-------- SUPPLIED DATA --------

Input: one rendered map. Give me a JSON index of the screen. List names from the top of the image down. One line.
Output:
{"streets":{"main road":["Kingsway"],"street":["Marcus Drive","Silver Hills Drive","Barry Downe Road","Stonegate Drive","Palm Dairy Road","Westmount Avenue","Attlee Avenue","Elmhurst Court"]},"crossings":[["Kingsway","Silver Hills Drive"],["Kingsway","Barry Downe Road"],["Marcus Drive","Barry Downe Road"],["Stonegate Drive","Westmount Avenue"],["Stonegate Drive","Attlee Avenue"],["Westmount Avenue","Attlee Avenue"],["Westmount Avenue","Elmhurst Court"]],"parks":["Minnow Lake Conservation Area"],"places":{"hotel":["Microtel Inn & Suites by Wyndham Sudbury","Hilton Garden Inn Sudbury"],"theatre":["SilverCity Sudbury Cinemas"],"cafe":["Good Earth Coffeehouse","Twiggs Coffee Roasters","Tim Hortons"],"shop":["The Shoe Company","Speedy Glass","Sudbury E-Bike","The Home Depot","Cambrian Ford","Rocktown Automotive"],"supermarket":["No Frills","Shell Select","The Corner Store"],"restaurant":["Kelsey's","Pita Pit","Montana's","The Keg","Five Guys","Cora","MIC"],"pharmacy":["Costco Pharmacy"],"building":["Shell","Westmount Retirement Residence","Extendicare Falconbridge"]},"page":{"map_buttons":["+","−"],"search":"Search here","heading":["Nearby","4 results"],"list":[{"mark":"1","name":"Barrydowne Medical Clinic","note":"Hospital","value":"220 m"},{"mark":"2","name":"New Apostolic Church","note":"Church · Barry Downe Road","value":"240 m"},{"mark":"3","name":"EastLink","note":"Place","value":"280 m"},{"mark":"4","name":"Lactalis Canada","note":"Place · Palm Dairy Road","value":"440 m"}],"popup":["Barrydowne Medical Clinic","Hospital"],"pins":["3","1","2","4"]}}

--------

Return each line above exactly as it appears.

» EXPECTED OUTPUT:
Input: one rendered map. Give me a JSON index of the screen. List names from the top of the image down. One line.
Output:
{"streets":{"main road":["Kingsway"],"street":["Marcus Drive","Silver Hills Drive","Barry Downe Road","Stonegate Drive","Palm Dairy Road","Westmount Avenue","Attlee Avenue","Elmhurst Court"]},"crossings":[["Kingsway","Silver Hills Drive"],["Kingsway","Barry Downe Road"],["Marcus Drive","Barry Downe Road"],["Stonegate Drive","Westmount Avenue"],["Stonegate Drive","Attlee Avenue"],["Westmount Avenue","Attlee Avenue"],["Westmount Avenue","Elmhurst Court"]],"parks":["Minnow Lake Conservation Area"],"places":{"hotel":["Microtel Inn & Suites by Wyndham Sudbury","Hilton Garden Inn Sudbury"],"theatre":["SilverCity Sudbury Cinemas"],"cafe":["Good Earth Coffeehouse","Twiggs Coffee Roasters","Tim Hortons"],"shop":["The Shoe Company","Speedy Glass","Sudbury E-Bike","The Home Depot","Cambrian Ford","Rocktown Automotive"],"supermarket":["No Frills","Shell Select","The Corner Store"],"restaurant":["Kelsey's","Pita Pit","Montana's","The Keg","Five Guys","Cora","MIC"],"pharmacy":["Costco Pharmacy"],"building":["Shell","Westmount Retirement Residence","Extendicare Falconbridge"]},"page":{"map_buttons":["+","−"],"search":"Search here","heading":["Nearby","4 results"],"list":[{"mark":"1","name":"Barrydowne Medical Clinic","note":"Hospital","value":"220 m"},{"mark":"2","name":"New Apostolic Church","note":"Church · Barry Downe Road","value":"240 m"},{"mark":"3","name":"EastLink","note":"Place","value":"280 m"},{"mark":"4","name":"Lactalis Canada","note":"Place · Palm Dairy Road","value":"440 m"}],"popup":["Barrydowne Medical Clinic","Hospital"],"pins":["3","1","2","4"]}}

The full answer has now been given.